Chief Mamili lauded the development successes of government in his area of jurisdiction and pledged his support for other development initiatives of government. “I appreciate government initiatives in constructing roads, supplying electricity, providing potable water and health services. These services continue to improve the lives of people. I pledge to support all initiatives of the government,” said Mamili.
Mamili however appealed for more health facilities and rural electrification in some parts of his area of jurisdiction, charging that these services were moving at a snail’s pace.
“I appeal to the government to bring clinics to Masida, Malengalenga and Kwena. Residents have to travel long distances to access services. Bito, Sachinga and Sachona also need to be electrified to benefit from government amenities. Rural electrification is moving slow. I urge government to find ways to expedite these services,” stated the chief.

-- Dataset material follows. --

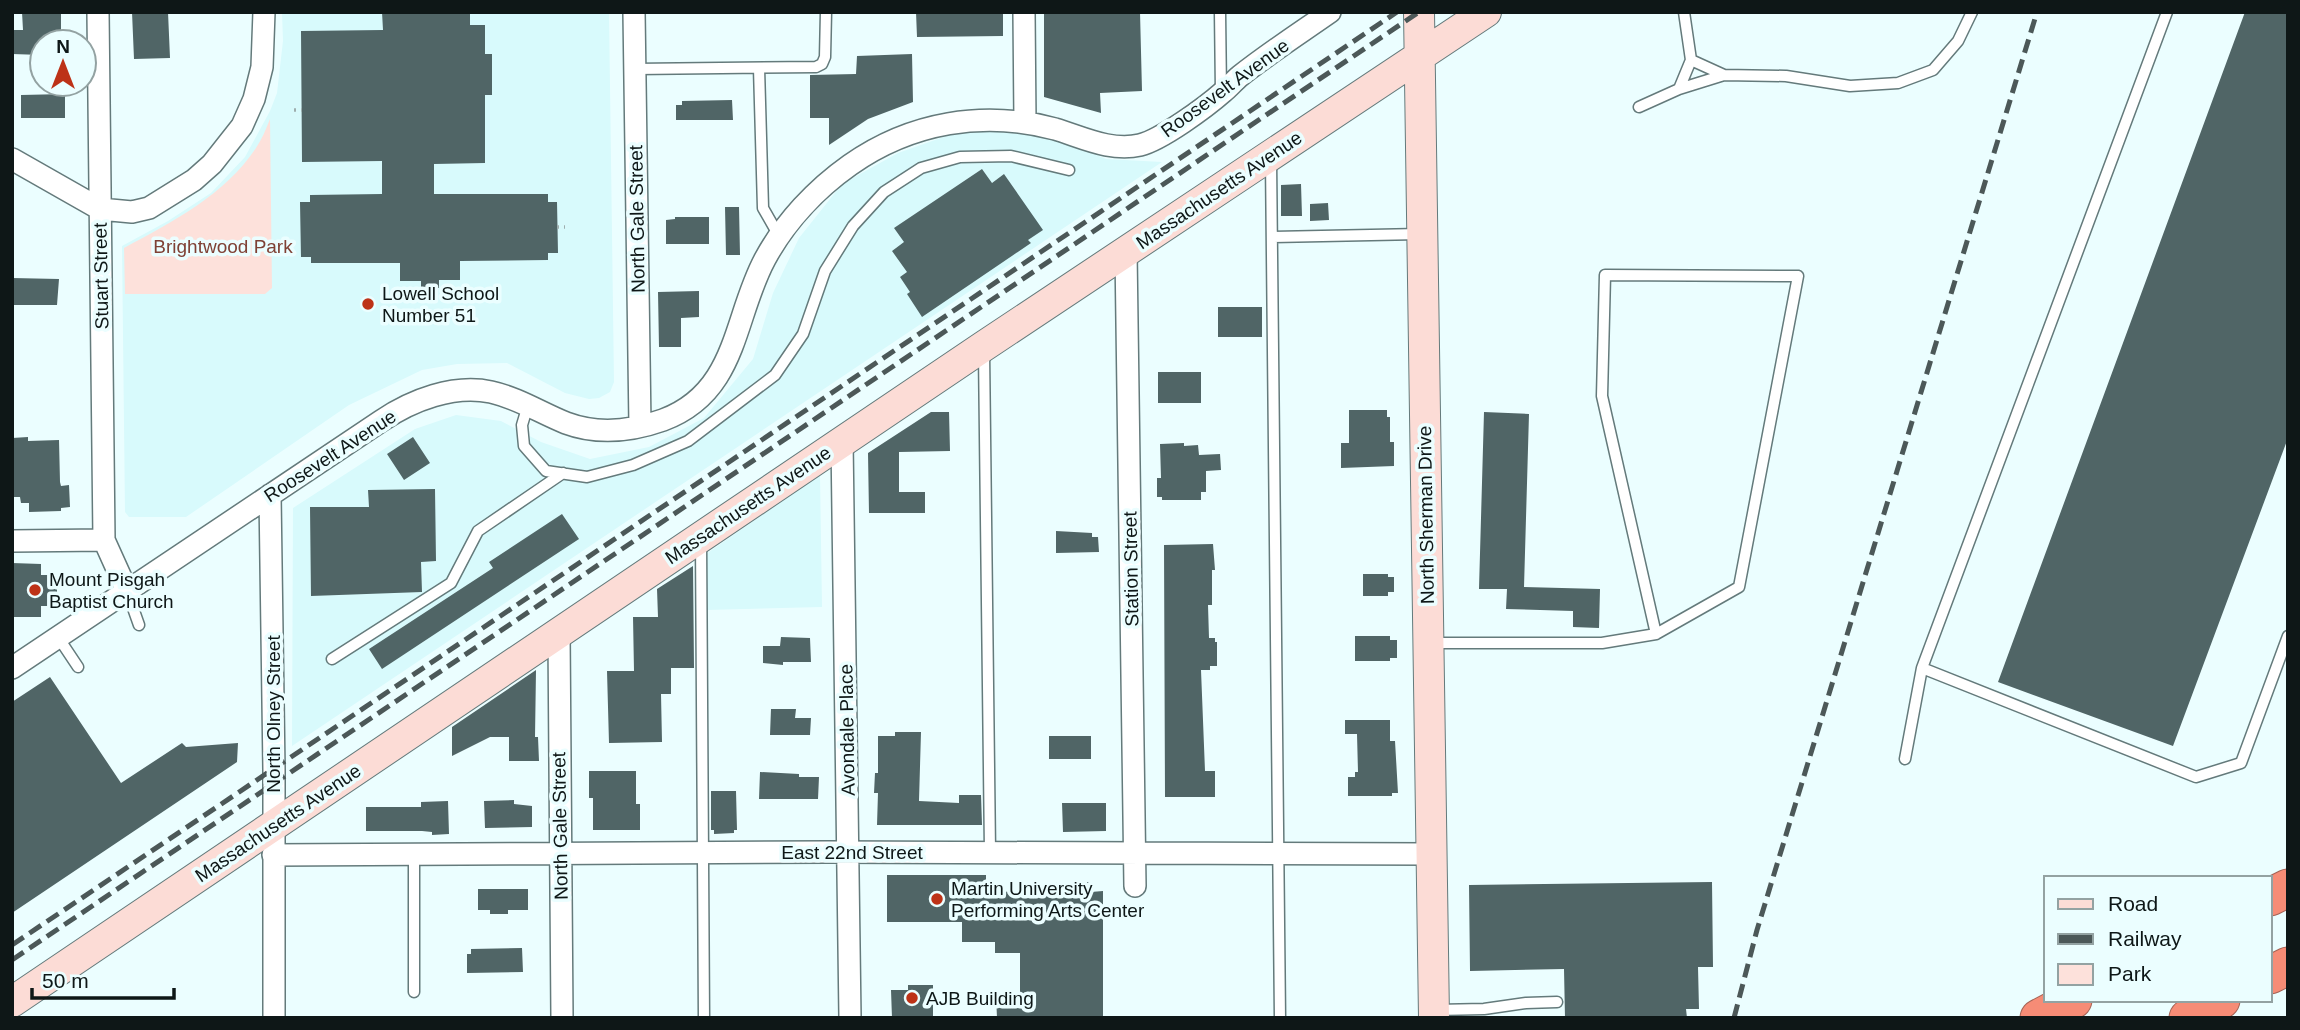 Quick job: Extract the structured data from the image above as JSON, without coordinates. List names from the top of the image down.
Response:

Mamili also expressed his gratification with government’s drought relief efforts, appealing to his subjects to desist from tendencies of selling food rations received from government. “I applaud the drought relief efforts and the manner in which the distribution is being handled. Beneficiaries should not sell the food aid they get,” urged Mamili.
Other dignitaries at the event included the Deputy Minister of Justice, Tommy Nambahu, whose attendance of the event was cut short by an emergency, Acting District Commissioner of Sesheke in Zambia, Given Muleya, Bisey Uirab, the Chief Executive Officer of Namport, Justice Sylvester Mainga, Chief Peter Chika of Parakarungu in Botswana, Victor Simunja, MD of Windhoek Machinenfabrik, Raphael Mbala, the Chairperson of the Zambezi Regional Council, Charles Matengu, Mayor of Katima Mulilo and Regina Ndopu Lubinda, the Chief Regional Officer and several constituency councillors, among many others.